## TASK GOAL
Tell me how many lines of the entries below include the string "Bugambilias", and give only the number.

━━━ THE DATA ━━━

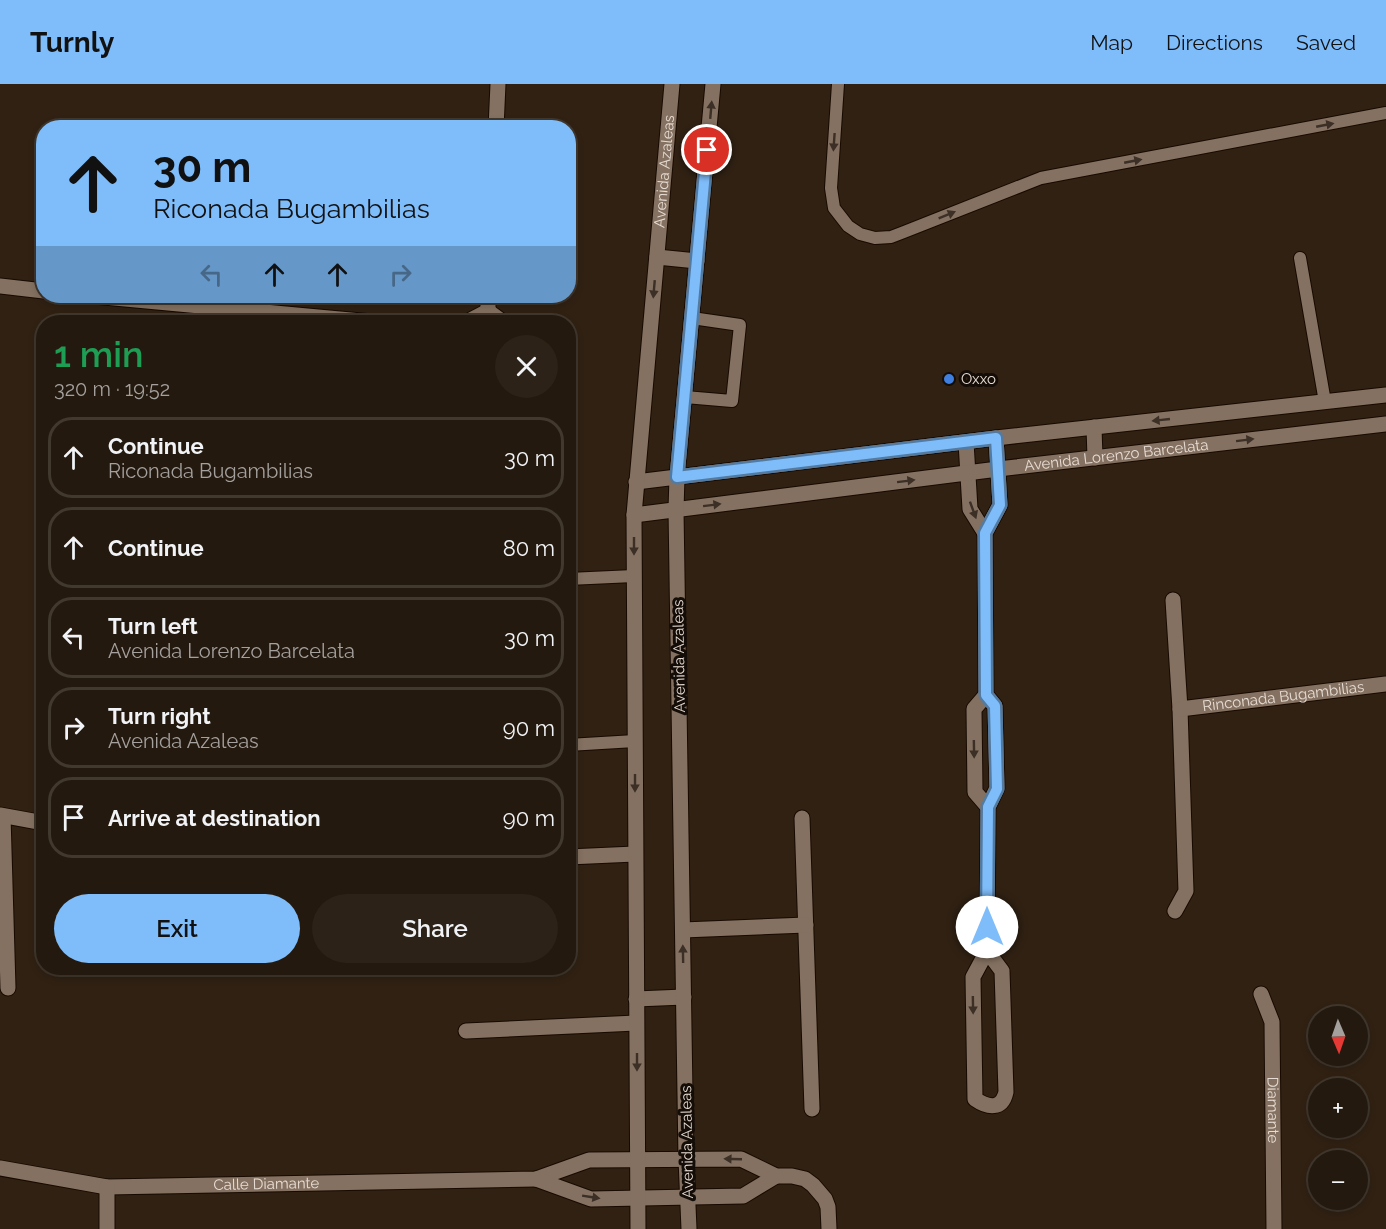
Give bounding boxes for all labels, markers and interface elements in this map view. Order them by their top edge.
text: Turnly [30,26,114,59]
text: Map [1090,30,1133,55]
text: Directions [1166,30,1263,55]
text: Saved [1296,30,1356,55]
one-way arrow [706,100,716,119]
street label: Avenida Azaleas [650,114,678,229]
one-way arrow [1316,120,1335,129]
pin [681,124,732,175]
icon: arrive [690,133,723,166]
one-way arrow [829,133,839,152]
text: 30 m [153,143,251,192]
icon: ahead [54,144,132,222]
one-way arrow [1124,156,1143,165]
text: Riconada Bugambilias [153,193,430,224]
one-way arrow [938,210,956,220]
icon: left [195,258,228,291]
icon: ahead [258,258,291,291]
icon: ahead [321,258,354,291]
icon: right [384,258,417,291]
one-way arrow [649,279,659,298]
text: 1 min [54,333,143,375]
button: close [495,335,558,398]
place label: Oxxo [961,370,996,388]
marker: Oxxo [942,372,956,386]
text: 320 m · 19:52 [54,377,170,401]
one-way arrow [1151,415,1170,424]
text: Continue [108,433,204,459]
street label: Avenida Lorenzo Barcelata [1023,436,1209,475]
one-way arrow [1236,436,1255,445]
icon: ahead [57,441,90,474]
text: 30 m [504,445,555,471]
text: Riconada Bugambilias [108,459,313,483]
one-way arrow [896,476,915,485]
one-way arrow [703,501,722,510]
one-way arrow [969,501,979,519]
icon: ahead [57,531,90,564]
text: Continue [108,535,204,561]
text: 80 m [503,535,555,561]
one-way arrow [629,536,639,555]
street label: Avenida Azaleas [669,599,689,713]
text: Turn left [108,613,198,639]
icon: left [57,621,90,654]
text: 30 m [504,625,555,651]
text: Avenida Lorenzo Barcelata [108,639,355,663]
street label: Rinconada Bugambilias [1201,678,1365,715]
text: Turn right [108,703,211,729]
icon: right [57,711,90,744]
text: 90 m [503,715,555,741]
text: Avenida Azaleas [108,729,259,753]
one-way arrow [970,739,979,758]
one-way arrow [630,773,640,792]
icon: arrive [57,801,90,834]
text: Arrive at destination [108,805,321,831]
text: 90 m [503,805,555,831]
button: Exit [54,894,300,963]
button: Share [312,894,558,963]
position arrow [955,895,1019,959]
one-way arrow [678,944,688,963]
one-way arrow [968,996,978,1015]
north arrow [1308,1006,1368,1066]
map controls [1308,1006,1368,1210]
one-way arrow [632,1052,641,1071]
street label: Diamante [1264,1077,1282,1143]
button: + [1308,1078,1368,1138]
street label: Avenida Azaleas [677,1085,697,1199]
button: − [1308,1150,1368,1210]
one-way arrow [724,1155,743,1164]
street label: Calle Diamante [213,1174,320,1194]
one-way arrow [582,1193,601,1202]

━━━

## TASK SOLUTION
3